While agent Jeff Borris says the chances of Barry Bonds' landing a job are grim, that doesn't mean you'll stop hearing Bonds' name in speculation, either.
Chasing Down Thigpen
Francisco Rodriguez, with 38 saves, is well-positioned to break Bobby Thigpen's single-season record of 57. Rodriguez has pitched only 42 innings this season, so he should be fresh for his assault on Thigpen's mark.
Another big Rodriguez story line will play out in November, when he becomes eligible for free agency. Given the huge deals signed by Francisco Cordero, Joe Nathan, Mariano Rivera and Brad Lidge in the past year, don't be surprised if K-Rod and his agents shoot for a five-year deal for at least $14 million a year.
The Natural Watch
Josh Hamilton was attracting a lot of attention before he hit nearly three miles worth of long balls in the Home Run Derby. With every Yankee Stadium fan that Hamilton conked, baseball's newest version of Mickey Mantle/Roy Hobbs heightened his second-half profile.
Hamilton is far and away the American League RBI leader with 95. He's third in homers with 21 and ninth in the league in hitting at .310 -- 27 points behind Texas teammate Ian Kinsler.
Hamilton's production in August and September will hinge in large part on his ability to stay healthy. He recently missed time with a sore knee and a bruised hand, and it's been a chore just to make it onto the lineup card some days.
"He's in the hot tub about five minutes before the game," Kinsler said. "I don't know how he does it."
Does Anybody Want this Division?
The Arizona Diamondbacks made a startling discovery on their way to blowing away the National League West: They can't hit a lick on the road. The division race, if you want to call it that, is starting to resemble the 2005 season, when San Diego made it to the playoffs with an 82-80 record.
The Diamondbacks, desperate for a bat with Eric Byrnes done for the season because of hamstring problems, aren't interested in Barry Bonds. But indications are they're close to bringing back Tony Clark, who hit 53 homers in 702 at-bats in Phoenix from 2005 through 2007.
The Los Angeles Dodgers have ridden their pitching back into contention, and the rotation could soon be strengthened by the returns of Brad Penny and Jason Schmidt (remember him?) from the disabled list. But closer Takashi Saito left Saturday's game with elbow tightness, and that's never a good thing.
This is the final season for 85-year-old Yankee Stadium and its Flushing Meadow neighbor, Shea Stadium -- which opened for business in 1964, but just happens to look 85 years old.

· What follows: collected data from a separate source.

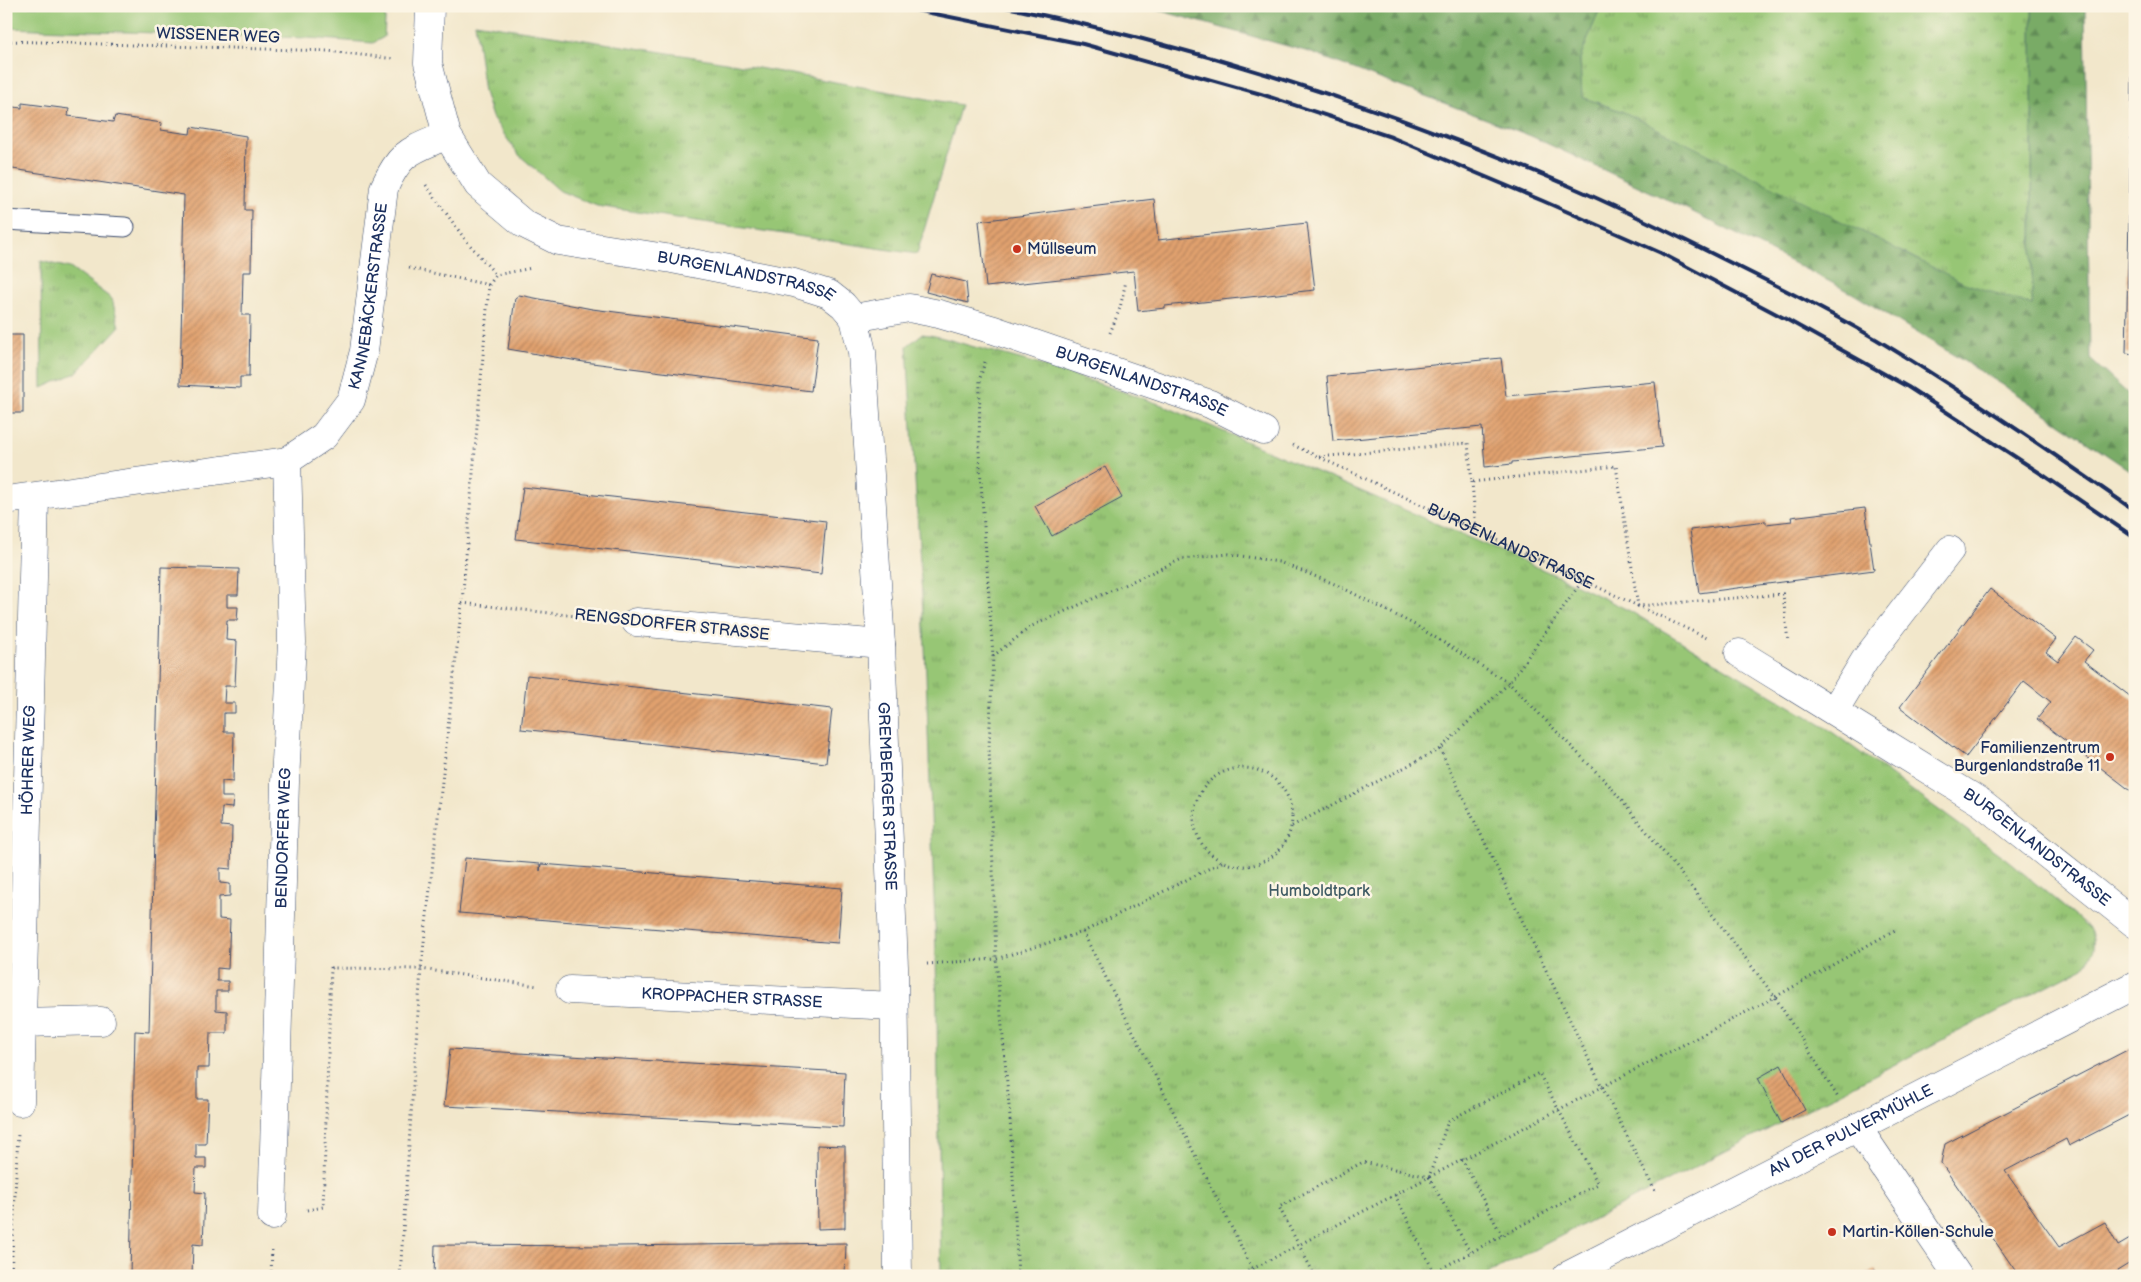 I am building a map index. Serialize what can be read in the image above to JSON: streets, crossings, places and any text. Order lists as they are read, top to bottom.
{
  "streets": {
    "street": [
      "BURGENLANDSTRASSE",
      "KANNEBÄCKERSTRASSE",
      "RENGSDORFER STRASSE",
      "HÖHRER WEG",
      "GREMBERGER STRASSE",
      "BENDORFER WEG",
      "KROPPACHER STRASSE",
      "AN DER PULVERMÜHLE"
    ],
    "path": ["WISSENER WEG"]
  },
  "crossings": [
    ["BURGENLANDSTRASSE", "KANNEBÄCKERSTRASSE"],
    ["BURGENLANDSTRASSE", "GREMBERGER STRASSE"],
    ["KANNEBÄCKERSTRASSE", "HÖHRER WEG"],
    ["KANNEBÄCKERSTRASSE", "BENDORFER WEG"],
    ["RENGSDORFER STRASSE", "GREMBERGER STRASSE"],
    ["GREMBERGER STRASSE", "KROPPACHER STRASSE"]
  ],
  "parks": ["Humboldtpark"],
  "places": ["Müllseum", "Familienzentrum Burgenlandstraße 11", "Martin-Köllen-Schule"]
}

Other than Braves third baseman Chipper Jones, who loves the place so much he named his third son Shea, there aren't many players lamenting the Mets' transition to Citi Field.

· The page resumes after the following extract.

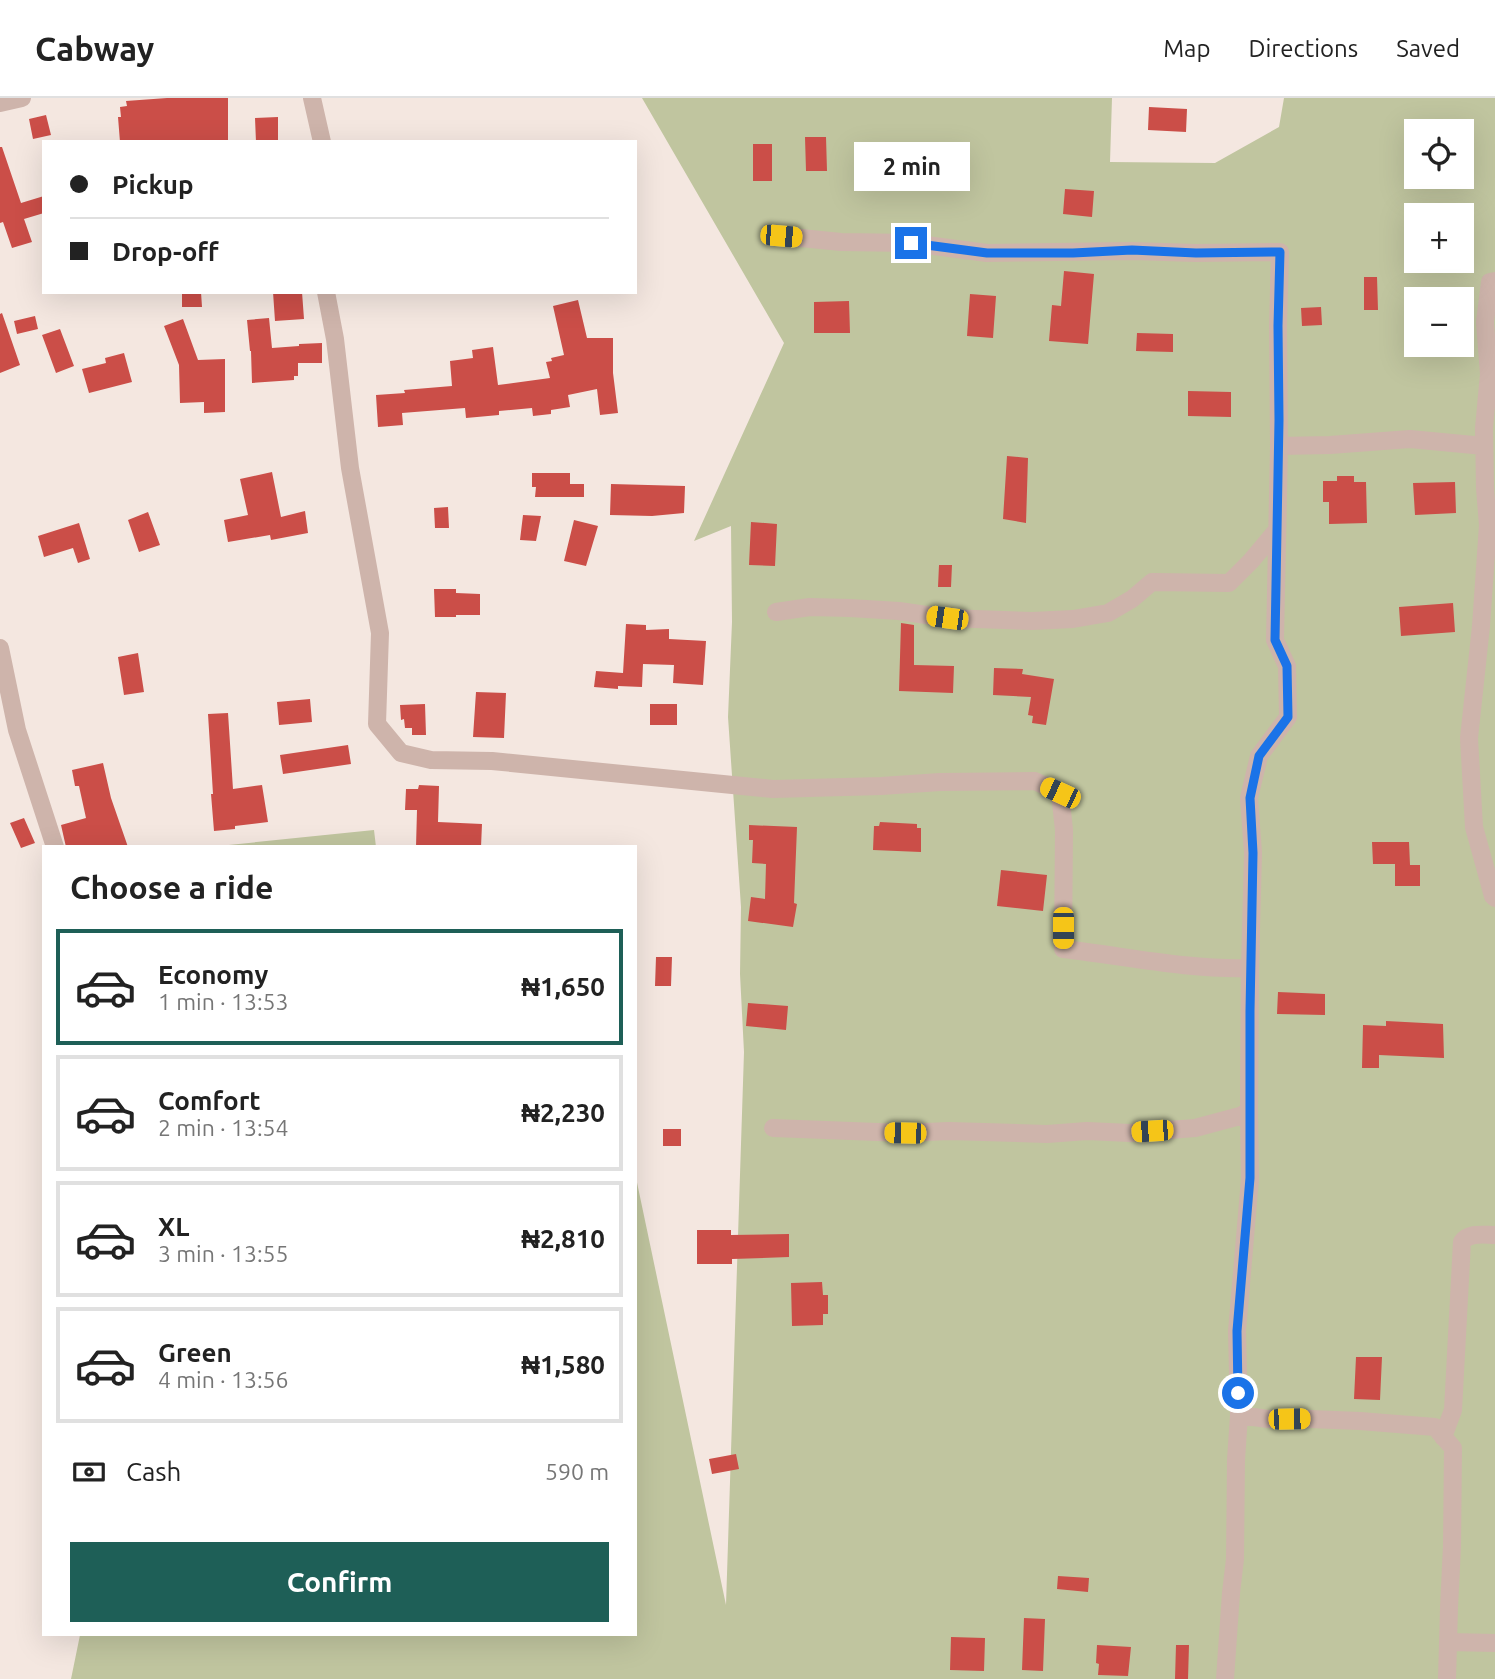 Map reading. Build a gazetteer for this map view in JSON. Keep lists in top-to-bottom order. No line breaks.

"I don't want to use a strong word like 'dump,' but the Mets definitely need a new ballpark," said Twins closer Joe Nathan. "I have mixed feelings about Yankee Stadium. Obviously, there's so much history here. The House That Ruth Built, and all the magic that goes on inside.

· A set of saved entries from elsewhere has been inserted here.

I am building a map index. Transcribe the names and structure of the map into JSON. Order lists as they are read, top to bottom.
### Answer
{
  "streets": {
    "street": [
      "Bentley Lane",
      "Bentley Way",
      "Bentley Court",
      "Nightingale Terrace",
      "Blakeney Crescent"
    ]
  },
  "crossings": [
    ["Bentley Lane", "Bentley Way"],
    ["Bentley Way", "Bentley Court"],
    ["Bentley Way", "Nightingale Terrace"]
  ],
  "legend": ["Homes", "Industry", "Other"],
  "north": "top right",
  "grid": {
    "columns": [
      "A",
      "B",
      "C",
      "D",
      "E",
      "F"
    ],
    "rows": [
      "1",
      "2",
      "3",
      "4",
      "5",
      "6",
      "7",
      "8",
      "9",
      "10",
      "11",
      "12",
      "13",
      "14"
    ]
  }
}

"As a visiting team, we're probably happy to see it go. It always seems like something freaky happens in that place, especially late in the game. So us closers will definitely be happy to see it go."
Other prominent story lines: The surprising White Sox and disappointing Tigers in the AL Central; Ryan Howard's run at 50 homers and 220 strikeouts; switch-hitters Chipper Jones and Lance Berkman battling Albert Pujols for the NL batting title; Ken Griffey Jr.'s final season in Cincinnati (and, possibly, baseball); MLB's attempts to address the issue of breaking maple bats; baseball's investigation into the scandal involving players signed in the Dominican Republic.
With the All-Star Game now in the rearview mirror, Jerry Crasnick looks ahead to the top nine story lines heading into the second half of the season.